GIVEN MATERIAL:
--------------------

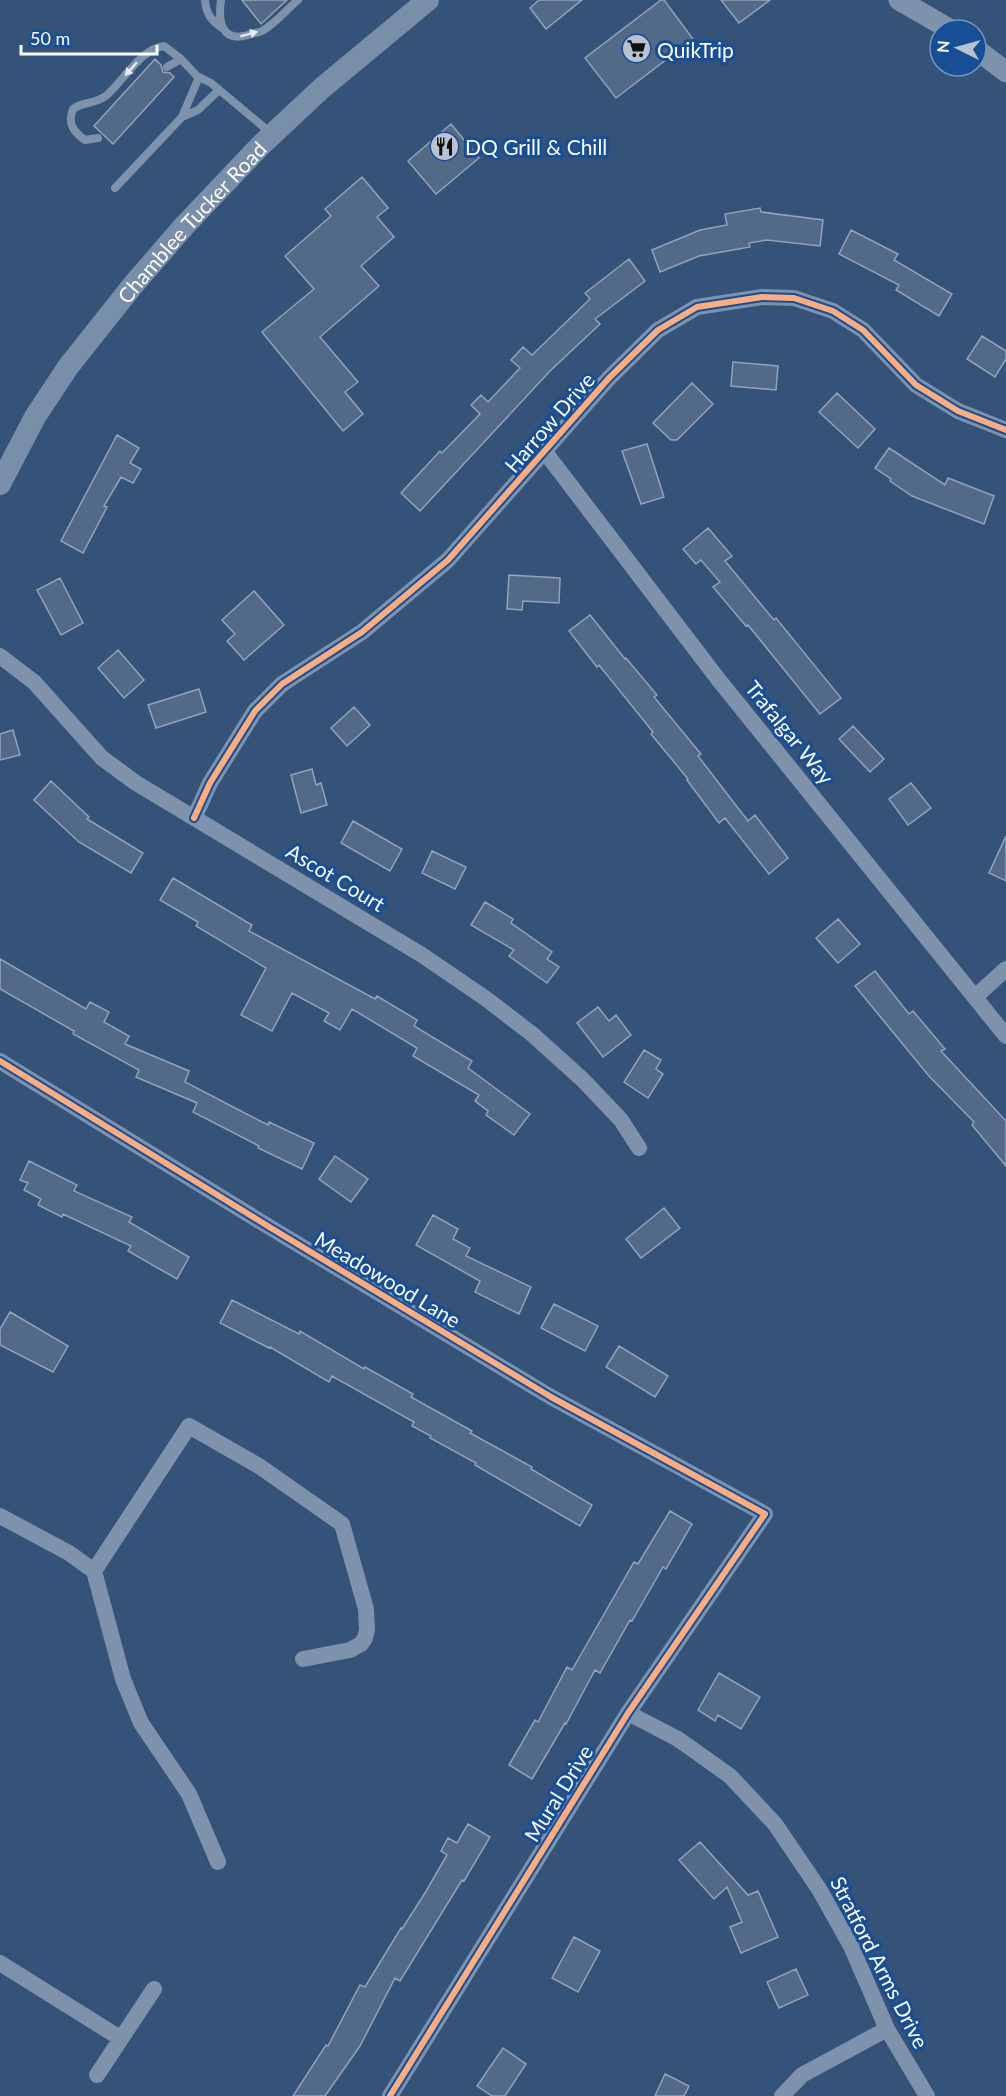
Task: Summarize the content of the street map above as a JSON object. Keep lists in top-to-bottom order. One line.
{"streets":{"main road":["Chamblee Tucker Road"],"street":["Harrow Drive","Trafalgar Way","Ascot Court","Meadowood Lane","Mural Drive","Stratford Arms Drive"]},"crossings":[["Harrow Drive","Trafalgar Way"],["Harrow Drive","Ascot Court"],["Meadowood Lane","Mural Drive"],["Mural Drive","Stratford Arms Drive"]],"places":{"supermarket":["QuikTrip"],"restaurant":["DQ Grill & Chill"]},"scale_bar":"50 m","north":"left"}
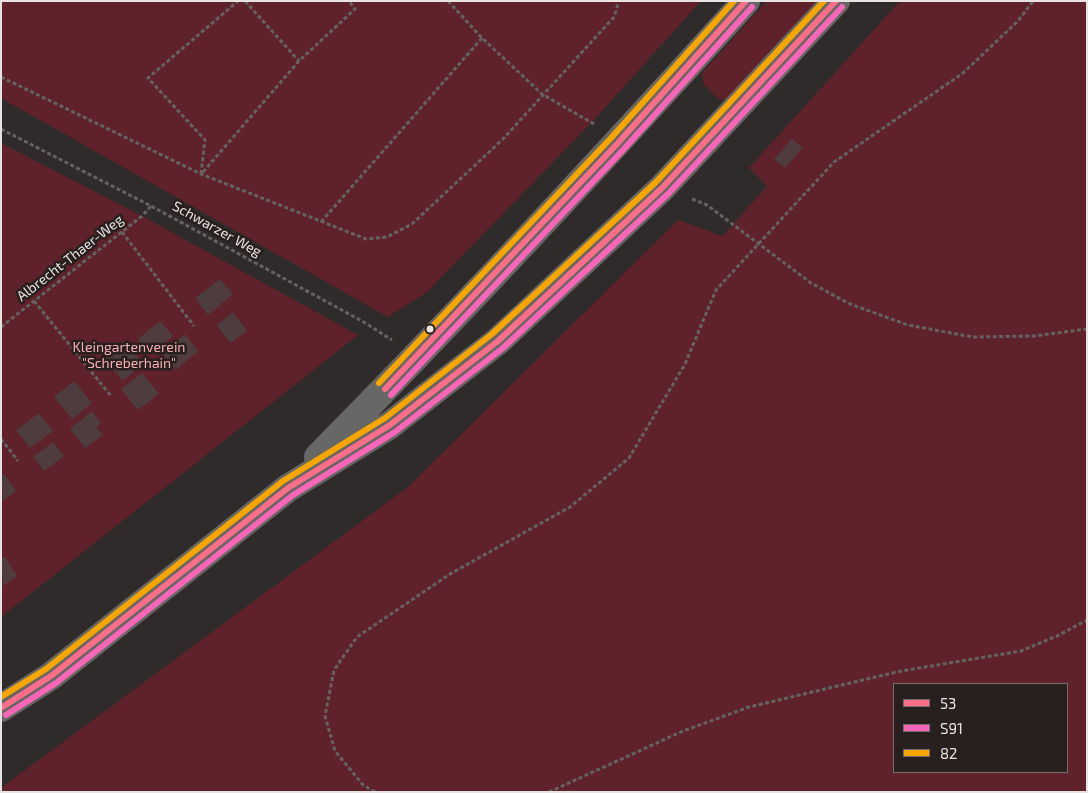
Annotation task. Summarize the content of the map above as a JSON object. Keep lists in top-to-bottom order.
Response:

--------------------

YOUR TASK: Only the lines from the one containing "Annotation task. Summarize" through the end of the material should be copied, exactly as they stand; please keep both ends.

REPLY:
Annotation task. Summarize the content of the map above as a JSON object. Keep lists in top-to-bottom order.
Response:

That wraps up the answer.